Jacobi enlisted in the army shortly after marrying Irene, where he served as a saxophone player in the Alcatraz Army Band. He was discharged in 1919, at which time he moved to New York to be in closer contact with the American composers of the time. His first large orchestral work, The Eve of St. Agnes, debuted the following year in New York. For the remainder of his life he published and performed new works nearly every year—sometimes several in the same year (see compositions section). Major American orchestras such as the New York Philharmonic, the Philadelphia Orchestra, and the Boston, Chicago, and San Francisco symphonies performed Jacobi's orchestral compositions during the years of his life.[4]
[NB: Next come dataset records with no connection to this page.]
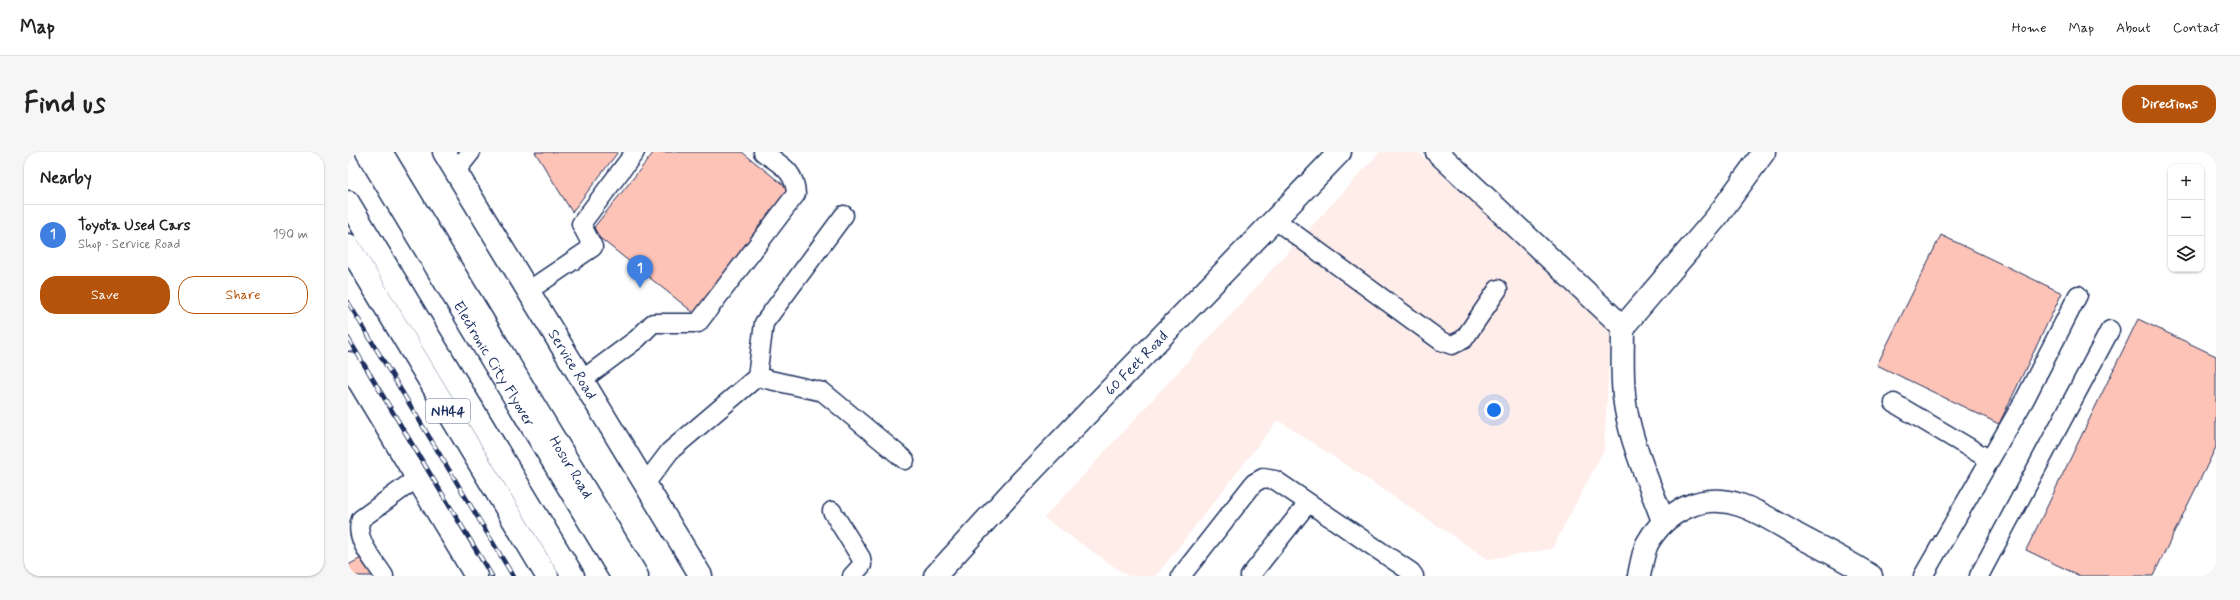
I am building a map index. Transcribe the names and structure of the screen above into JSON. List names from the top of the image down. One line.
{"streets":{"main road":["60 Feet Road","Electronic City Flyover","Service Road","NH44","Hosur Road"]},"crossings":[["Electronic City Flyover","Hosur Road"]],"page":{"header":"Map","nav":["Home","Map","About","Contact"],"buttons":["Directions",["Save","Share"]],"title":"Find us","heading":"Nearby","map_buttons":["+","−"],"list":[{"mark":"1","name":"Toyota Used Cars","note":"Shop · Service Road","value":"190 m"}],"pins":"1"}}
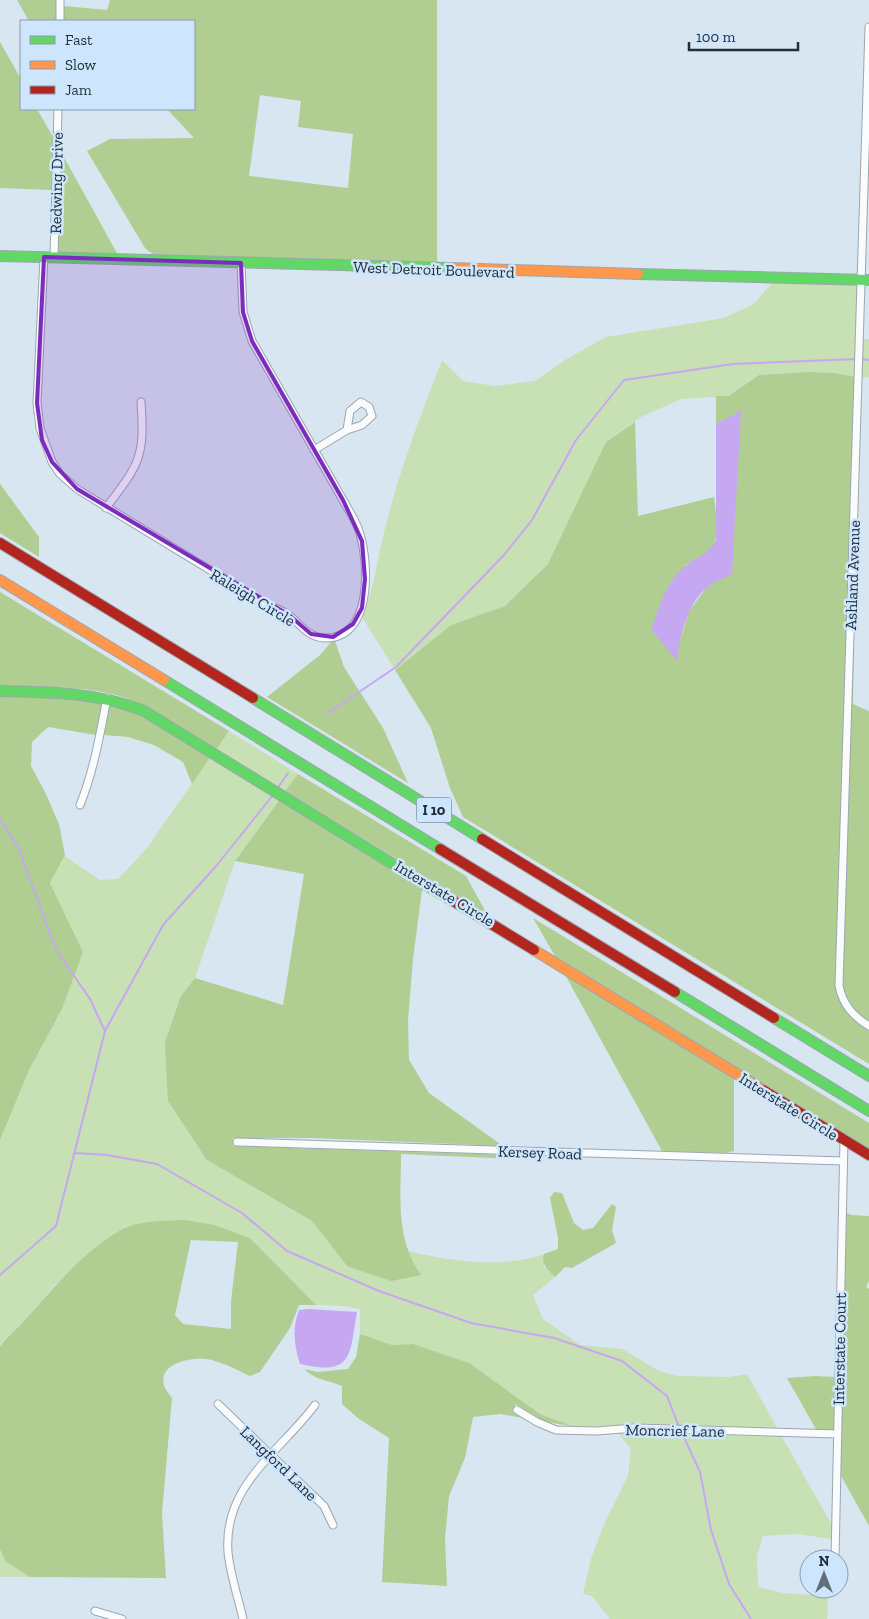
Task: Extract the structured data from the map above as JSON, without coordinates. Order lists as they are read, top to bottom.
{
  "streets": {
    "main road": ["West Detroit Boulevard", "I 10", "Interstate Circle"],
    "street": [
      "Redwing Drive",
      "Ashland Avenue",
      "Raleigh Circle",
      "Kersey Road",
      "Interstate Court",
      "Moncrief Lane",
      "Langford Lane"
    ]
  },
  "crossings": [
    ["Redwing Drive", "West Detroit Boulevard"],
    ["Redwing Drive", "Raleigh Circle"],
    ["West Detroit Boulevard", "Ashland Avenue"],
    ["West Detroit Boulevard", "Raleigh Circle"],
    ["Interstate Circle", "Interstate Court"],
    ["Kersey Road", "Interstate Court"],
    ["Interstate Court", "Moncrief Lane"]
  ],
  "legend": ["Fast", "Slow", "Jam"],
  "scale_bar": "100 m",
  "north": "top"
}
In works from what has become known as Jacobi's Indian period (late 1920s and early 1930s), he incorporated rhythms and other elements from indigenous Native American music he had heard in his travels through the American southwest. Indeed, he spent the winter of 1927 with the Navajo and Pueblo of New Mexico studying their music.[4] In 1942-1944 Jacobi collaborated with Canadian playwright and librettist, Herman Voaden, to produce the opera, The Prodigal Son, which debuted at the American Opera Society of Chicago in May 1945.

Legacy

Jacobi is also known and best remembered as a composer of works with Judaic themes. His interest in this genre began with a 1930 commission from Congregation Emanu-El of the City of New York for a sabbath evening service. Although he had not been religiously educated as a child, this experience affected him permanently, and thereafter the Bible influenced all of his music, secular and liturgical. He even taught himself Hebrew.[5] Although Jacobi's secular work is performed only infrequently today, his liturgical works continue to receive performances in synagogues.[4]
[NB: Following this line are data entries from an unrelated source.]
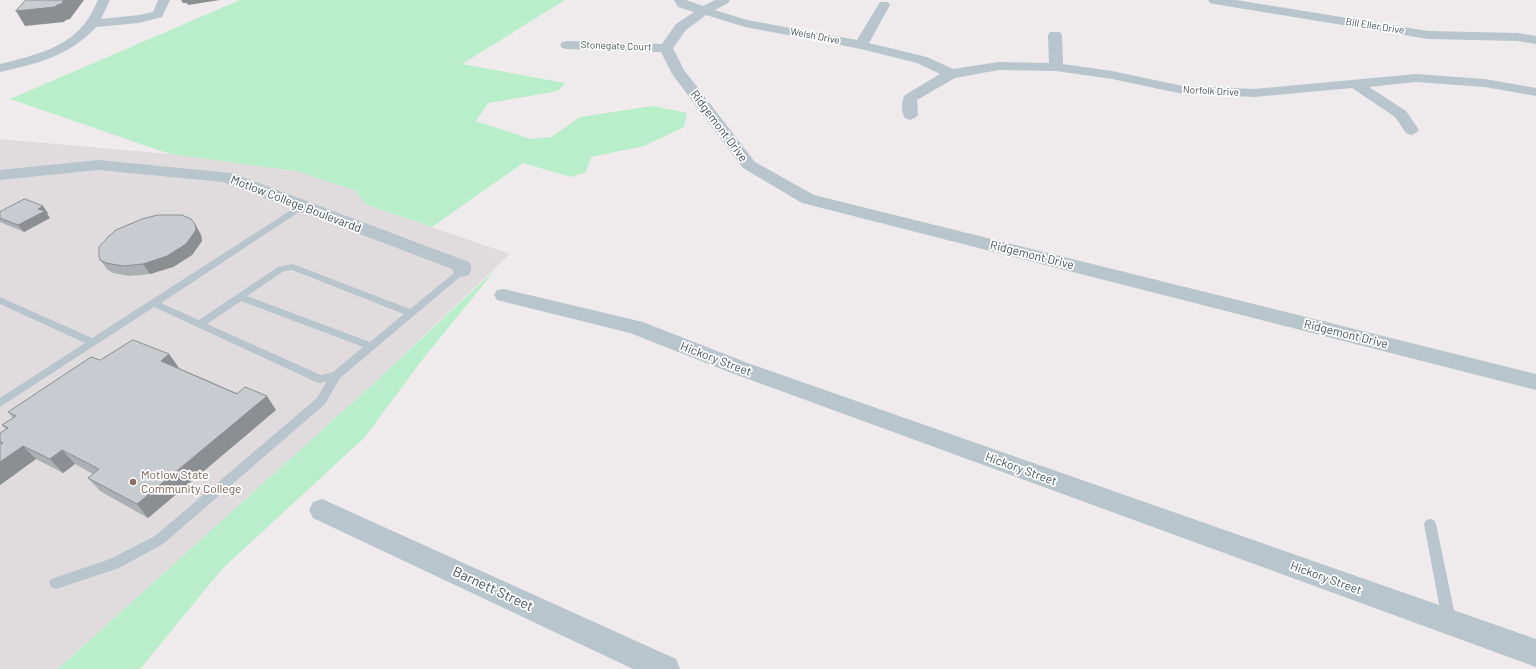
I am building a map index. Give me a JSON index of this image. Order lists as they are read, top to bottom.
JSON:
{
  "streets": {
    "street": [
      "Bill Eller Drive",
      "Welsh Drive",
      "Stonegate Court",
      "Norfolk Drive",
      "Ridgemont Drive",
      "Motlow College Boulevardd",
      "Hickory Street",
      "Barnett Street"
    ]
  },
  "crossings": [
    ["Welsh Drive", "Norfolk Drive"],
    ["Stonegate Court", "Ridgemont Drive"]
  ],
  "places": ["Motlow State Community College"]
}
Jacobi's work largely rejects the polytonality and atonality that was popular with the avant-garde composers of his time. Instead he finds his influence in the classical and romantic periods. Baltimore Sun critic, Florestan Croche, described Jacobi's style as having "a sense of the drama which is always aristocratic, introspective, and personal, and never allowed to become theatrical. Harmonically ... his is a language of extreme chromaticism, one, however, which always appears to be tonally oriented."[6] New York Times critic, Olin Downes, described the aesthetics of Jacobi's music as "not so much of the 20th as of the 19th century."[4]

Awards and honors

Source: New York Times[7]

Quotes on musical composition and anecdotes

Discography

Hagiographia: Three Biblical Narratives for String Quartet and Piano. Irene Jacobi, piano; with the Coolidge Quartet: William Kroll, 1st violin; Nicolai Berezowsky, 2nd violin; Nicholas Moldavan, viola; Victor Gottlieb, cello
Concerto for Violin and Orchestra. Andre Gertler and the Orchestra of the Institut Nationale Belge de Radiodiffusion, Franz Andre, conductor.
Two pieces for Flute and Orchestra: Night Piece and Dance. Francis Stoefs, flute and the Orchestra of the Institut Nationale Belge de Radiodiffusion, Franz Andre, conductor.
Concertino for Piano and String Orchestra. Irene Jacobi, piano and the Orchestra of the Institut Nationale Belge de Radiodiffusion, Franz Andre, conductor.
Ballade for Violin and Piano. Fredell Lack, violin; Irene Jacobi, piano
Fantasy for Viola and Piano. Louise Rood, viola; Irene Jacobi, piano
String Quartet No. 3. Lyric Art Quartet: Fredell Lack and George Bennett, violins; Wayne Crouse, viola; Marion Davies, cello
Concerto for Cello and Orchestra. Guido Vecchi with members of the Oslo Phillharmonic Orchestra, William Strickland, conductor.
Hagiographia: Three Biblical Narratives for String Quartet and Piano. Irene Jacobi, piano; with the Claremont String Quartet: Mark Gottlieb and Vladimir Weisman, violins; Scot Nickrenz, viola; Irving Klein, cello.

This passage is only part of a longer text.